*** Provided material ***

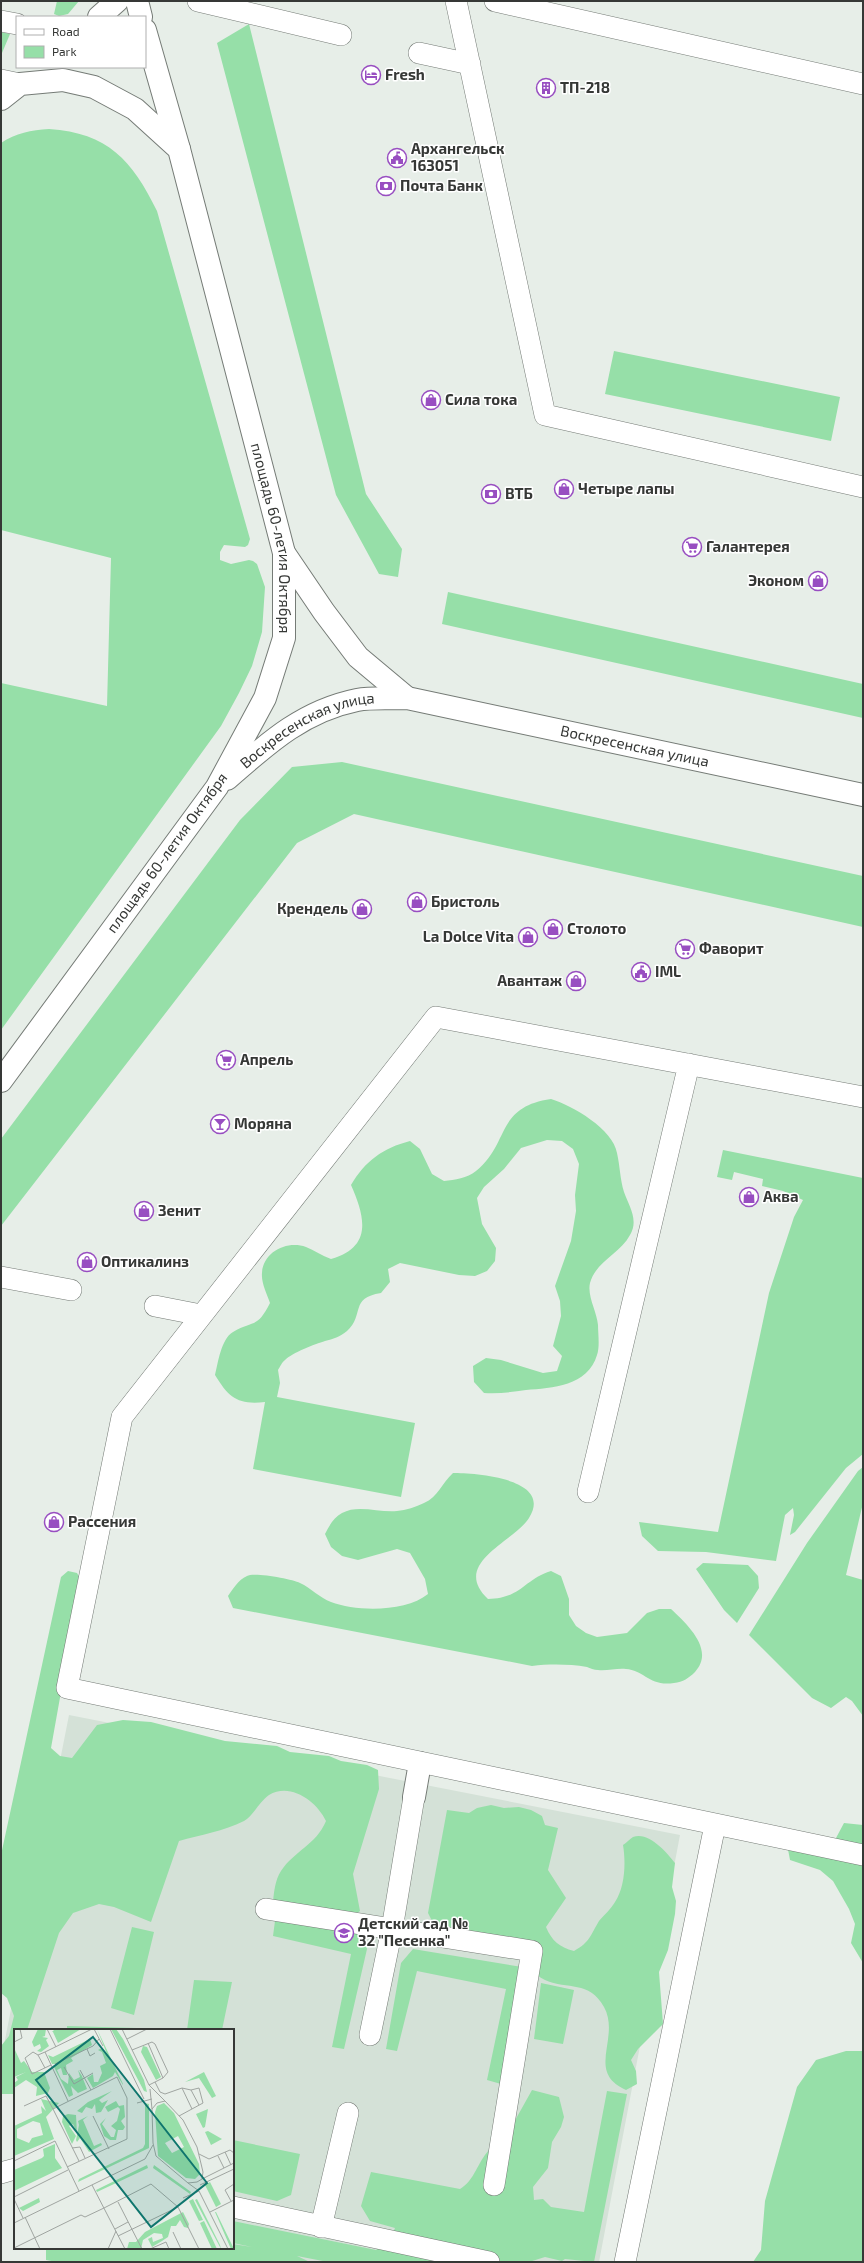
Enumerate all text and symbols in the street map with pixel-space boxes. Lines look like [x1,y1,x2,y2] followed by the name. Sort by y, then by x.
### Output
[16,16,146,68] legend
[52,24,80,38] text: Road
[52,44,77,58] text: Park
[360,64,382,86] hotel icon: Fresh
[385,65,425,83] place label: Fresh
[535,77,557,99] building icon: ТП-218
[560,78,610,96] place label: ТП-218
[411,139,505,174] place label: Архангельск 163051
[386,147,408,169] public building icon: Архангельск 163051
[375,175,397,197] bank icon: Почта Банк
[400,176,483,194] place label: Почта Банк
[420,389,442,411] shop icon: Сила тока
[445,390,517,408] place label: Сила тока
[248,441,294,633] street label: площадь 60-летия Октября
[553,478,575,500] shop icon: Четыре лапы
[578,479,675,497] place label: Четыре лапы
[480,483,502,505] bank icon: ВТБ
[505,484,533,502] place label: ВТБ
[681,536,703,558] supermarket icon: Галантерея
[706,537,790,555] place label: Галантерея
[807,570,829,592] shop icon: Эконом
[748,571,804,589] place label: Эконом
[236,688,375,772] street label: Воскресенская улица
[559,721,711,770] street label: Воскресенская улица
[102,769,230,936] street label: площадь 60-летия Октября
[406,891,428,913] shop icon: Бристоль
[431,892,500,910] place label: Бристоль
[351,898,373,920] shop icon: Крендель
[277,899,348,917] place label: Крендель
[542,918,564,940] shop icon: Столото
[567,919,627,937] place label: Столото
[517,926,539,948] shop icon: La Dolce Vita
[423,927,514,945] place label: La Dolce Vita
[674,938,696,960] supermarket icon: Фаворит
[699,939,764,957] place label: Фаворит
[630,961,652,983] public building icon: IML
[655,962,681,980] place label: IML
[565,970,587,992] shop icon: Авантаж
[497,971,563,989] place label: Авантаж
[215,1049,237,1071] supermarket icon: Апрель
[240,1050,293,1068] place label: Апрель
[209,1113,231,1135] bar icon: Моряна
[234,1114,292,1132] place label: Моряна
[738,1186,760,1208] shop icon: Аква
[763,1187,798,1205] place label: Аква
[133,1200,155,1222] shop icon: Зенит
[158,1201,201,1219] place label: Зенит
[76,1251,98,1273] shop icon: Оптикалинз
[101,1252,189,1270] place label: Оптикалинз
[43,1511,65,1533] shop icon: Рассения
[68,1512,136,1530] place label: Рассения
[358,1914,468,1949] place label: Детский сад № 32 "Песенка"
[333,1922,355,1944] school or university icon: Детский сад № 32 "Песенка"
[14,2029,234,2249] inset map

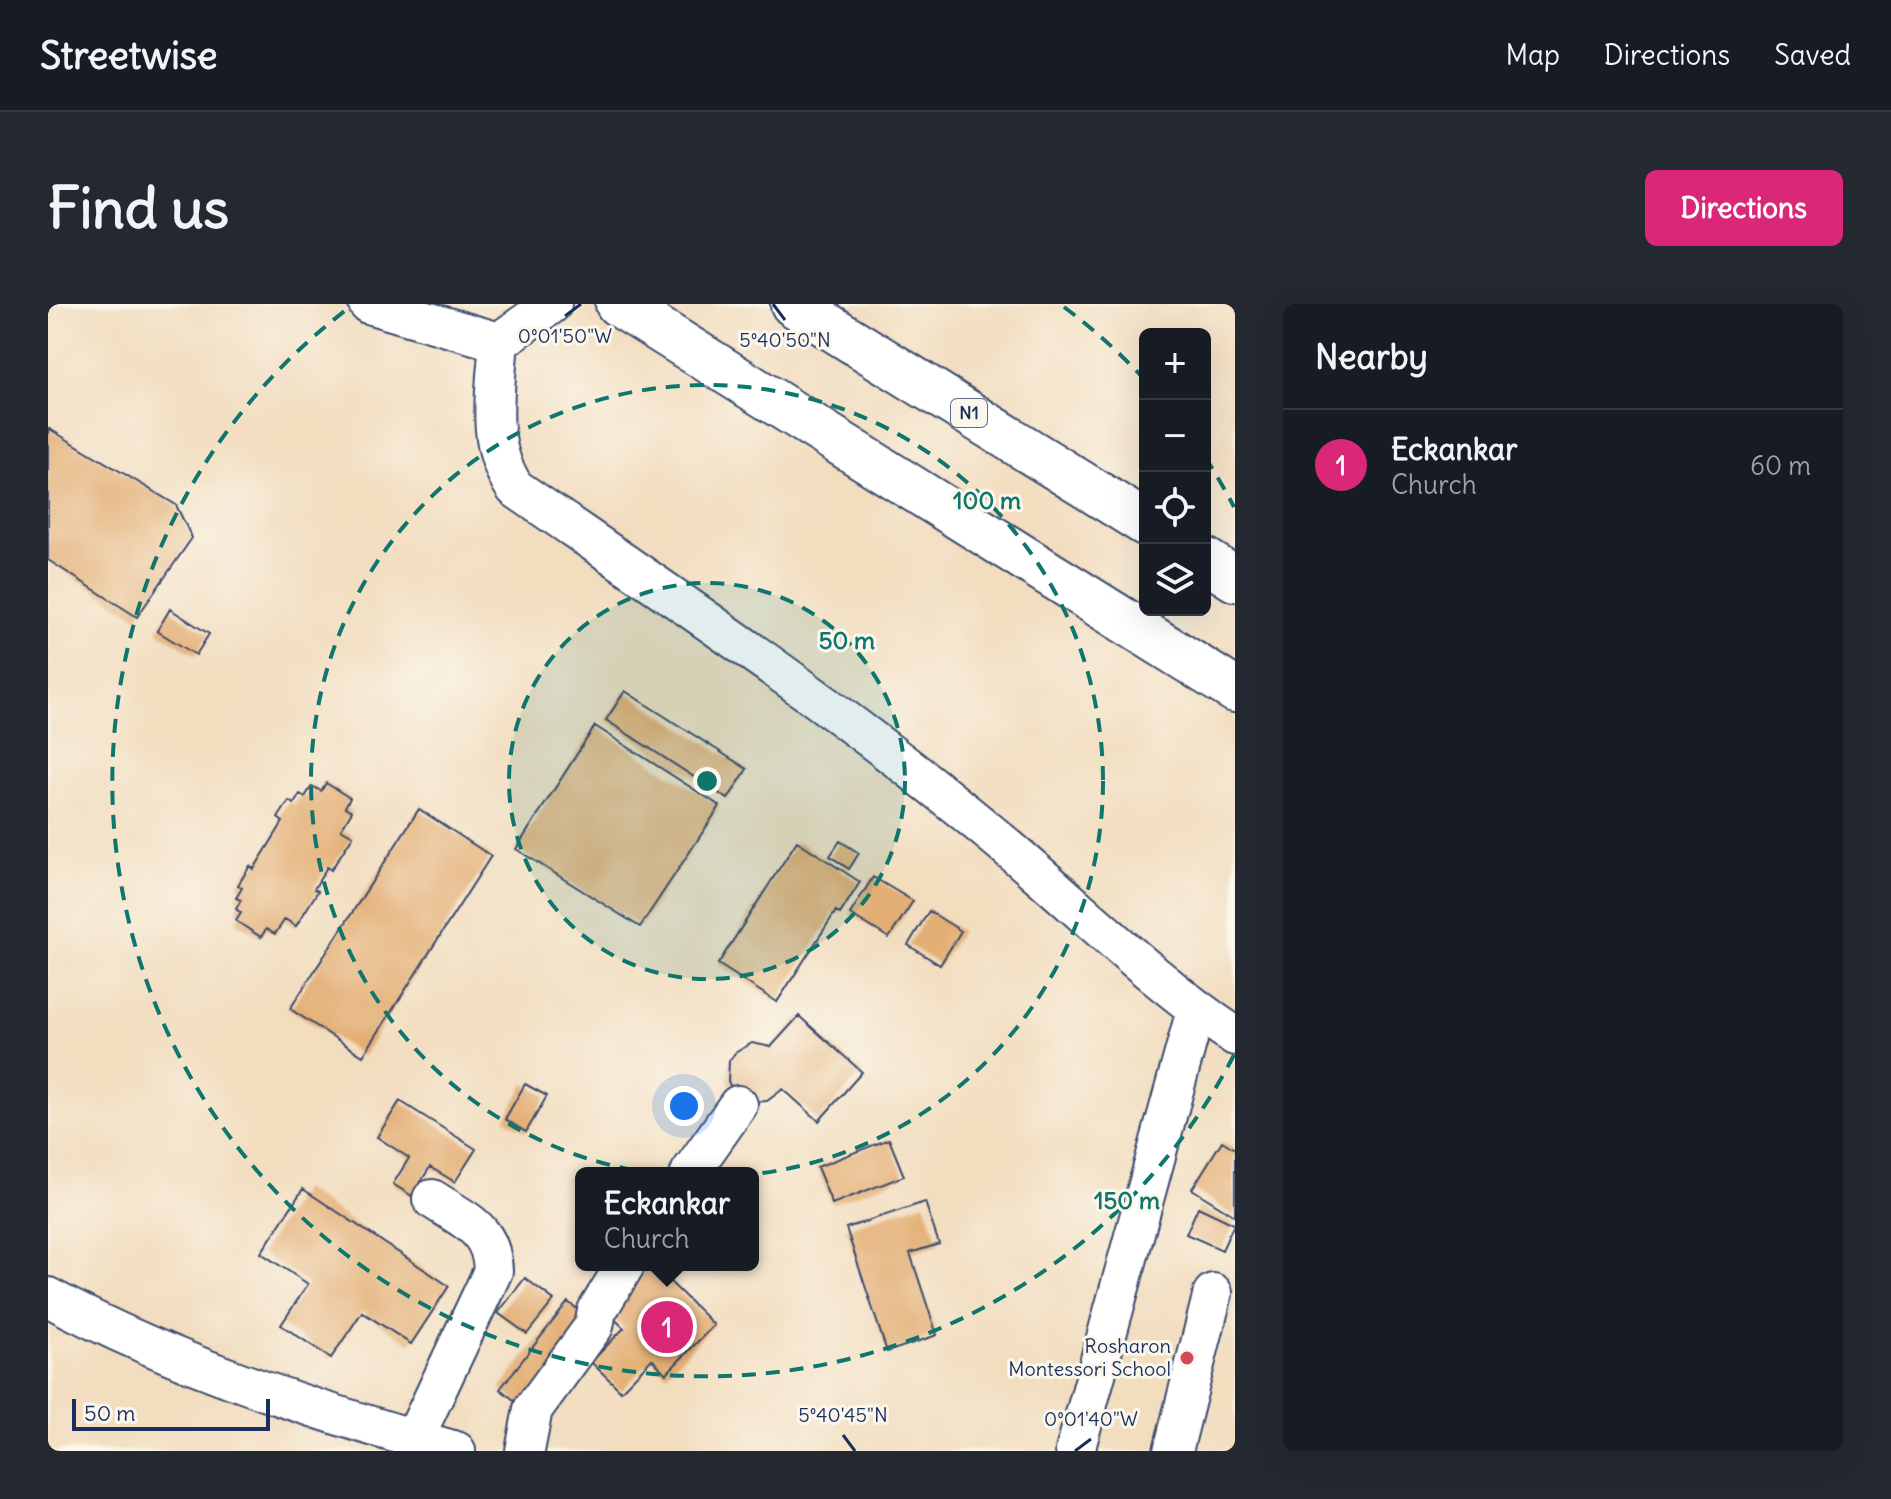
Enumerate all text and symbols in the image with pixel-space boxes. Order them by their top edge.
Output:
text: Streetwise [40,32,218,79]
text: Map [1505,37,1560,73]
text: Directions [1604,37,1730,73]
text: Saved [1774,37,1851,73]
button: Directions [1645,170,1843,246]
text: Find us [48,173,229,243]
text: 0°01'50"W [518,323,612,348]
text: 5°40'50"N [739,327,831,352]
map controls [1139,328,1211,616]
button: + [1139,328,1211,400]
text: Nearby [1315,335,1428,378]
road number: N1 [951,399,987,427]
button: − [1139,400,1211,472]
text: Eckankar [1391,430,1517,468]
text: 1 [1336,449,1346,482]
text: 60 m [1750,449,1811,482]
text: Church [1391,468,1477,501]
button: locate [1139,472,1211,544]
text: 100 m [953,485,1021,515]
button: layers [1139,544,1211,616]
text: 50 m [819,625,875,655]
centre of rings [693,767,721,795]
your location [664,1086,704,1126]
popup [575,1167,759,1271]
text: Eckankar [604,1184,730,1222]
text: 150 m [1094,1185,1160,1215]
text: Church [604,1222,690,1255]
pin: 1 [641,1297,693,1357]
place label: Rosharon Montessori School [1008,1333,1171,1381]
marker: Rosharon Montessori School [1178,1349,1196,1367]
scale bar [72,1395,270,1431]
text: 50 m [84,1399,136,1427]
text: 5°40'45"N [798,1402,888,1427]
text: 0°01'40"W [1044,1406,1138,1431]

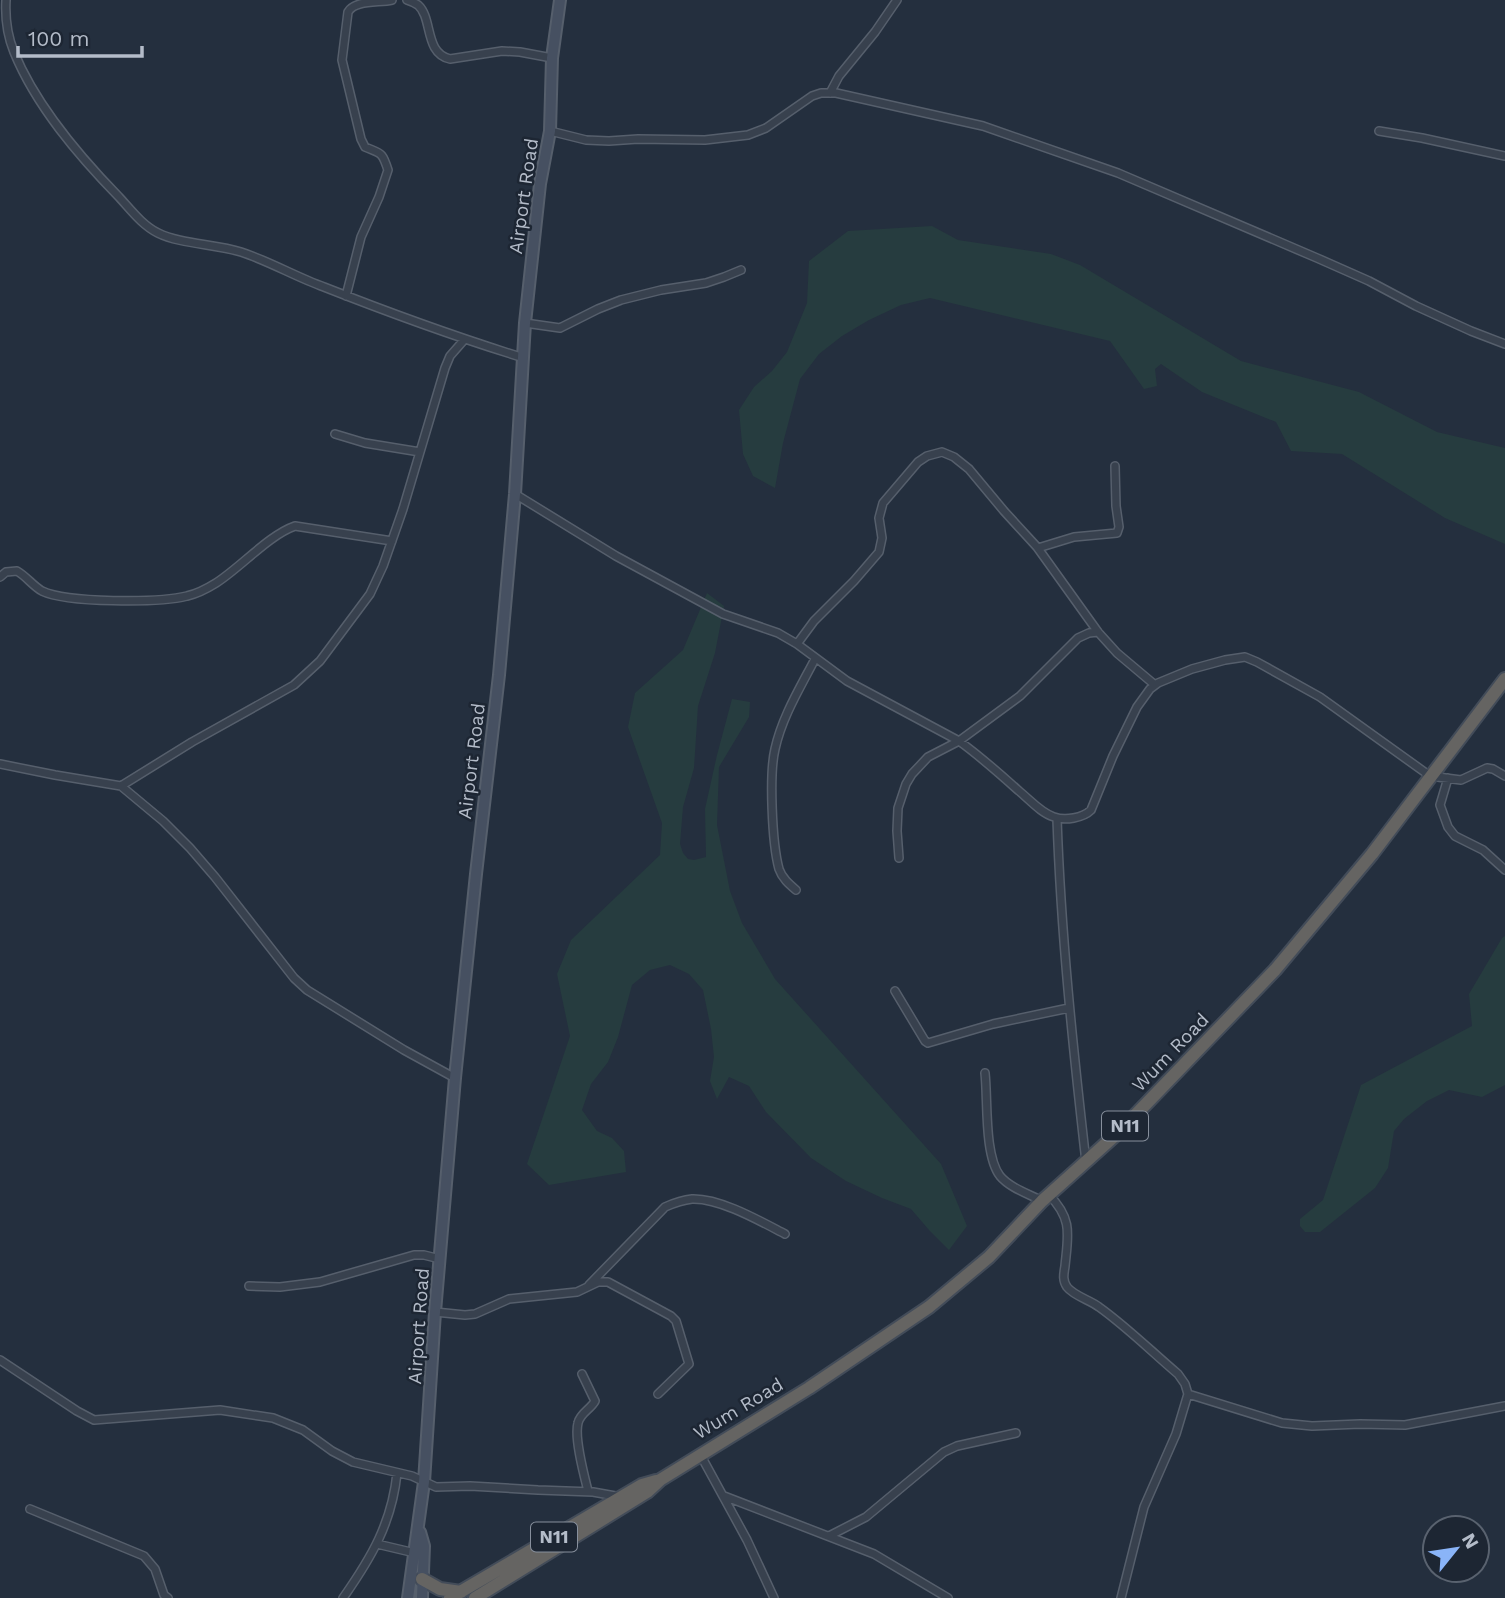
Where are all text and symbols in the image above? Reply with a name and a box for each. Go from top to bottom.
scale bar [18,14,142,58]
text: 100 m [28,26,90,51]
street label: Airport Road [504,137,543,255]
street label: Airport Road [453,702,490,820]
street label: Wum Road [1127,1008,1214,1097]
road number: N11 [1102,1112,1148,1140]
street label: Airport Road [403,1267,434,1385]
street label: Wum Road [689,1373,787,1444]
north arrow [1421,1514,1491,1584]
road number: N11 [531,1522,577,1552]
text: N [1457,1529,1484,1553]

*** End of Provided material ***

» What you are asked to do: Every line in the listing that holds "Апрель" belongs in the answer.

» Answer space:
[215,1049,237,1071] supermarket icon: Апрель
[240,1050,293,1068] place label: Апрель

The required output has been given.